◆ Records contained in a dataset
◇ ◇ ◇ ◇ ◇

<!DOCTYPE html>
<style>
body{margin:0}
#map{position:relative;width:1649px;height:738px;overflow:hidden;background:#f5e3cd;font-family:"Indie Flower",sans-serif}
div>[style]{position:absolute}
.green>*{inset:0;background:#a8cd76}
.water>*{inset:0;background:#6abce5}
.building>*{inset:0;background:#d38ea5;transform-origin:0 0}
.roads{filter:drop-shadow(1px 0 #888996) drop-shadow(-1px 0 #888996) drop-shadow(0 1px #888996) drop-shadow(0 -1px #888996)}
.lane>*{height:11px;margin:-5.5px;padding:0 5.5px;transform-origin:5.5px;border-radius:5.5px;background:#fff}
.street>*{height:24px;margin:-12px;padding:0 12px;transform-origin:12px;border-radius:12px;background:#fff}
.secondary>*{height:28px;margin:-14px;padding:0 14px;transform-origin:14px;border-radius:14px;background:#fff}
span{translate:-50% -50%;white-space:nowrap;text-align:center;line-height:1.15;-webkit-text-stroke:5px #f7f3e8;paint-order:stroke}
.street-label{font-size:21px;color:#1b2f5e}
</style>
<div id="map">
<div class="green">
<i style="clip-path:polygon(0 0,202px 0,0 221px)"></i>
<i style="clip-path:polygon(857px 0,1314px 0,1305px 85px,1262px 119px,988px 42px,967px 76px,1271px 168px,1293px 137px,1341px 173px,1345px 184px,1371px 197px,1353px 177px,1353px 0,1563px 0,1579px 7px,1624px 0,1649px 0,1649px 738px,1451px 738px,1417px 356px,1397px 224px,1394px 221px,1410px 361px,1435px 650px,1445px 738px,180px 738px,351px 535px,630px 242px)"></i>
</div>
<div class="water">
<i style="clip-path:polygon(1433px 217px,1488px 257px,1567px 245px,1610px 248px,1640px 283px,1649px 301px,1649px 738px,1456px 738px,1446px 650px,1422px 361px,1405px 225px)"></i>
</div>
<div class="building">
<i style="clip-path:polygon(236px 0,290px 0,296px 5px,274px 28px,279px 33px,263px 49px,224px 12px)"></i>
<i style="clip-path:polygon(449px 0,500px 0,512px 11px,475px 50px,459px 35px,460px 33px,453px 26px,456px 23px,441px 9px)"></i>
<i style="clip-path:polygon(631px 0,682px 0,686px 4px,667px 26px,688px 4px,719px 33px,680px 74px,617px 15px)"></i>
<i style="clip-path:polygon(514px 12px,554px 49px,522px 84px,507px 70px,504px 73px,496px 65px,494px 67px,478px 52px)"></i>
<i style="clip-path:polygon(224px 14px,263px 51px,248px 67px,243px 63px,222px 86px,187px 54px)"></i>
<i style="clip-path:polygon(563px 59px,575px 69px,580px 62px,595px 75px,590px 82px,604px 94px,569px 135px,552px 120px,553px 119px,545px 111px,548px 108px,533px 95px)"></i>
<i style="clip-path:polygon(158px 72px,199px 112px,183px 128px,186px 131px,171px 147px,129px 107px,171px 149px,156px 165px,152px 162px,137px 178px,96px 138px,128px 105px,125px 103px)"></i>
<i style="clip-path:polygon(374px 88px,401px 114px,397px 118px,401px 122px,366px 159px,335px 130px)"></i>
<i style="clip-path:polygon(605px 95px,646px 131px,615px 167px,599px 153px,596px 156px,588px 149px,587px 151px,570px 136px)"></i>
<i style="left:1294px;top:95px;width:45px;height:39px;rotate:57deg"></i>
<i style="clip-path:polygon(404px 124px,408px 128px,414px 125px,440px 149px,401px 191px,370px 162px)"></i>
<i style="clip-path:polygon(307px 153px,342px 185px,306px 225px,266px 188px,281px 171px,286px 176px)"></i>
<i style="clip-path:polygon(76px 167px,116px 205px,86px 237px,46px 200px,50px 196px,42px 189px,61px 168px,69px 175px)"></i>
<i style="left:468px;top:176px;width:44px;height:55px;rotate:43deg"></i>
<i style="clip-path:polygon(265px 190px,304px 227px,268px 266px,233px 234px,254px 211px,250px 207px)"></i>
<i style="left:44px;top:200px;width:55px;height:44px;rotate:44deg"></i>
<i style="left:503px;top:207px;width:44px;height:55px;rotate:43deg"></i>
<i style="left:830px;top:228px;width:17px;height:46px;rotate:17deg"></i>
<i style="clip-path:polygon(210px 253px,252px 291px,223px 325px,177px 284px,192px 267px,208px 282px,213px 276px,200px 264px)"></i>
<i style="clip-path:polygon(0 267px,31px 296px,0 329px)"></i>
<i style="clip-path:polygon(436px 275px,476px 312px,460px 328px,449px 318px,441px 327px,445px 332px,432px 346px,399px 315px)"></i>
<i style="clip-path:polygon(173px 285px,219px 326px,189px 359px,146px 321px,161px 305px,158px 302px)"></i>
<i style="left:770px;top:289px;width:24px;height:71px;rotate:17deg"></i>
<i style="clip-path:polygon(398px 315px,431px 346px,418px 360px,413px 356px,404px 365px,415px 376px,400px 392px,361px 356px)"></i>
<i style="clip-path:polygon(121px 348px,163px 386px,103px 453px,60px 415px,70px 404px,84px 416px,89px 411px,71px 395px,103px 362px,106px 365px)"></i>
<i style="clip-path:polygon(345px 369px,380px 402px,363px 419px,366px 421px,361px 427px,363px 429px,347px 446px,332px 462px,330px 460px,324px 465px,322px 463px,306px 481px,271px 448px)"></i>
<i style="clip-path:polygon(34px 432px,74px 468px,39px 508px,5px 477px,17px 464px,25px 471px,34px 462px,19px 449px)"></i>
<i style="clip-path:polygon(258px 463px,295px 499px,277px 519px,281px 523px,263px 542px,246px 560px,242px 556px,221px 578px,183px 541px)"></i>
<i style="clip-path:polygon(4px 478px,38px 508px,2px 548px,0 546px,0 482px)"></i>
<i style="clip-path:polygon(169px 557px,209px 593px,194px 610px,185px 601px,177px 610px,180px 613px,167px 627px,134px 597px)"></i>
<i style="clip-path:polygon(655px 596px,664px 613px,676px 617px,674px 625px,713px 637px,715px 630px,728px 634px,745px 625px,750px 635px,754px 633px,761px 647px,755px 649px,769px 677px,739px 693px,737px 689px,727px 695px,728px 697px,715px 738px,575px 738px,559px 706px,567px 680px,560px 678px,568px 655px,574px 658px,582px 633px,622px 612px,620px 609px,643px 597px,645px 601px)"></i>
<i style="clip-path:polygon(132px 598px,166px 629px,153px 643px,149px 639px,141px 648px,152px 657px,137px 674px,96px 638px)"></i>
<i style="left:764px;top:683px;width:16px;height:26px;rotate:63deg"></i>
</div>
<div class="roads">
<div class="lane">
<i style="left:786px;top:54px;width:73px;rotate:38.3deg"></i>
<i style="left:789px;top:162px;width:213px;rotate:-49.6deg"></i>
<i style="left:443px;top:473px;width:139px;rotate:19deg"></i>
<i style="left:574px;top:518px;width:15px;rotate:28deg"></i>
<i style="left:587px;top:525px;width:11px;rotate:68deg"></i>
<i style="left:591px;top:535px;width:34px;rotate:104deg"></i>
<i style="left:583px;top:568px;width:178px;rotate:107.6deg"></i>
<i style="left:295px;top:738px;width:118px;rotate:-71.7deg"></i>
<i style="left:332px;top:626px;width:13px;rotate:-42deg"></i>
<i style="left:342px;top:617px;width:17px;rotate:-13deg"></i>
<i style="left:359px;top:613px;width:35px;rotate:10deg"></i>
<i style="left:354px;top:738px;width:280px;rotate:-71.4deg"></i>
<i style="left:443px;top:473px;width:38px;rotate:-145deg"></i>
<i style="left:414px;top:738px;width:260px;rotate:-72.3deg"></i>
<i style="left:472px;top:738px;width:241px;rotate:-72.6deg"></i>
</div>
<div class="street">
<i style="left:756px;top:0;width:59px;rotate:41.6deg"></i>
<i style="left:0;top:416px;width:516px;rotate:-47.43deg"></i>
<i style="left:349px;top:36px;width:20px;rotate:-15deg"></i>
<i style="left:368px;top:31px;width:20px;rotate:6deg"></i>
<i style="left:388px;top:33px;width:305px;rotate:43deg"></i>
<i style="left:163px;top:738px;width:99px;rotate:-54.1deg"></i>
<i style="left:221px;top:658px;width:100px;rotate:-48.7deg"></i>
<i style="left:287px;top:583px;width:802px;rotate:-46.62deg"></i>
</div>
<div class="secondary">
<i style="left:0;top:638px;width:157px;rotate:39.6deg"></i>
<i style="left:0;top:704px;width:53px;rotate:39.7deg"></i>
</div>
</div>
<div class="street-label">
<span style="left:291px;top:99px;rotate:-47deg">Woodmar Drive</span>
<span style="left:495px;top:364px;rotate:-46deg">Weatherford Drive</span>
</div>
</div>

◇ ◇ ◇ ◇ ◇

◆ EXERCISE INSTRUCTIONS
Wherever the string "lane" appears in the records above, copy the line it sits in.

◆ SOLUTION
.lane>*{height:11px;margin:-5.5px;padding:0 5.5px;transform-origin:5.5px;border-radius:5.5px;background:#fff}
<div class="lane">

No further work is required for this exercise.